Through the last line of the material below, starting at the line with "Find all labels, symbols", return every line exactly and only those.

BEGIN Dataset

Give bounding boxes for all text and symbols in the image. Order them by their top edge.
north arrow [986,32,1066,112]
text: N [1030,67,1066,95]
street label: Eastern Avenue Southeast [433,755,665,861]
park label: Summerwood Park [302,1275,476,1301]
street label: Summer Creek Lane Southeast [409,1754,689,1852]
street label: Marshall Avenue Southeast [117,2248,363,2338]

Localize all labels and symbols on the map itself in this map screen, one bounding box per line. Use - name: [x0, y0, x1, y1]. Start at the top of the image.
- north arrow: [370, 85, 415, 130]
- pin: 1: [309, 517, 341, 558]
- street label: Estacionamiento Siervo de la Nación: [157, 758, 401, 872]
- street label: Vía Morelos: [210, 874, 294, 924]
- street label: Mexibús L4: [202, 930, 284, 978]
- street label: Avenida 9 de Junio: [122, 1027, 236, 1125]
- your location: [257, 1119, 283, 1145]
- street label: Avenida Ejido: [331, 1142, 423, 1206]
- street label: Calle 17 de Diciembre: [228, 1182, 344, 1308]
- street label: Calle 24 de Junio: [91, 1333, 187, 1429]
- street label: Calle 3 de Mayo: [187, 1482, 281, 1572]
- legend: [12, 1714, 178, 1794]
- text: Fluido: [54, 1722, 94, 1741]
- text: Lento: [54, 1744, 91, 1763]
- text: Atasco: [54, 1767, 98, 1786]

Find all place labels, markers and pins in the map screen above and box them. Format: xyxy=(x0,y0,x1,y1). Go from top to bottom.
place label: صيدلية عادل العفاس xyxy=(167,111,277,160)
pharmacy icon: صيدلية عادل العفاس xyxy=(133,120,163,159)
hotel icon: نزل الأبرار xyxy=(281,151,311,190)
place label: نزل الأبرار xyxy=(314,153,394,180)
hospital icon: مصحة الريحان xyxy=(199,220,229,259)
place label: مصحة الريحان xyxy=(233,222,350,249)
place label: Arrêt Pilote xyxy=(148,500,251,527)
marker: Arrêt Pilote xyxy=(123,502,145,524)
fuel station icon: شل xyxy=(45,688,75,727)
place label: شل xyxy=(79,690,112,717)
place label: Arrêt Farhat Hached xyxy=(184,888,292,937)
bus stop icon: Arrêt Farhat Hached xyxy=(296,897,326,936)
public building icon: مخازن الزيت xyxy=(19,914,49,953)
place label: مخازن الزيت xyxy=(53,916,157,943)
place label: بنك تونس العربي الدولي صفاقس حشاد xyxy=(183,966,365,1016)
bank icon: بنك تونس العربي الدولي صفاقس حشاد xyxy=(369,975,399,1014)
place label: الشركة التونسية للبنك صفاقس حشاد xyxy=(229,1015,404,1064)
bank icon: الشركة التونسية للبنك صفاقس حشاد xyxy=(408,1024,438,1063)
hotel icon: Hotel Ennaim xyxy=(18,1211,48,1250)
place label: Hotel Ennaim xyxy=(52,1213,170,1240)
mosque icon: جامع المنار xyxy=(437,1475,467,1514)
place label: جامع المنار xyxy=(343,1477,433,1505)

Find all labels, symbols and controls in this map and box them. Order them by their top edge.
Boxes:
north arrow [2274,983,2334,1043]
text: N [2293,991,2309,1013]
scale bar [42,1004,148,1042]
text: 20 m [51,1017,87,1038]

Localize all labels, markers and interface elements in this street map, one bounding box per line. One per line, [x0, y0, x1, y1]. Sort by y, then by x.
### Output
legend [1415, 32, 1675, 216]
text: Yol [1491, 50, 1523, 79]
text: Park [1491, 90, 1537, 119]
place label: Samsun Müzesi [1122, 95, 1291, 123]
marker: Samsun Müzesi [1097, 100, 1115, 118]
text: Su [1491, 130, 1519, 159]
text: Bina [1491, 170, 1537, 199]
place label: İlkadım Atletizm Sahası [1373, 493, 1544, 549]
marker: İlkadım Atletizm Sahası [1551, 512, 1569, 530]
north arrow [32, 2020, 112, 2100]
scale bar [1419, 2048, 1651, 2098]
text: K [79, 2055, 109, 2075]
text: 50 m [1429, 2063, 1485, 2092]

END Dataset

● **Solution below**:
Find all labels, symbols and controls in this map and box them. Order them by their top edge.
Boxes:
north arrow [2274,983,2334,1043]
text: N [2293,991,2309,1013]
scale bar [42,1004,148,1042]
text: 20 m [51,1017,87,1038]

Localize all labels, markers and interface elements in this street map, one bounding box per line. One per line, [x0, y0, x1, y1]. Sort by y, then by x.
### Output
legend [1415, 32, 1675, 216]
text: Yol [1491, 50, 1523, 79]
text: Park [1491, 90, 1537, 119]
place label: Samsun Müzesi [1122, 95, 1291, 123]
marker: Samsun Müzesi [1097, 100, 1115, 118]
text: Su [1491, 130, 1519, 159]
text: Bina [1491, 170, 1537, 199]
place label: İlkadım Atletizm Sahası [1373, 493, 1544, 549]
marker: İlkadım Atletizm Sahası [1551, 512, 1569, 530]
north arrow [32, 2020, 112, 2100]
scale bar [1419, 2048, 1651, 2098]
text: K [79, 2055, 109, 2075]
text: 50 m [1429, 2063, 1485, 2092]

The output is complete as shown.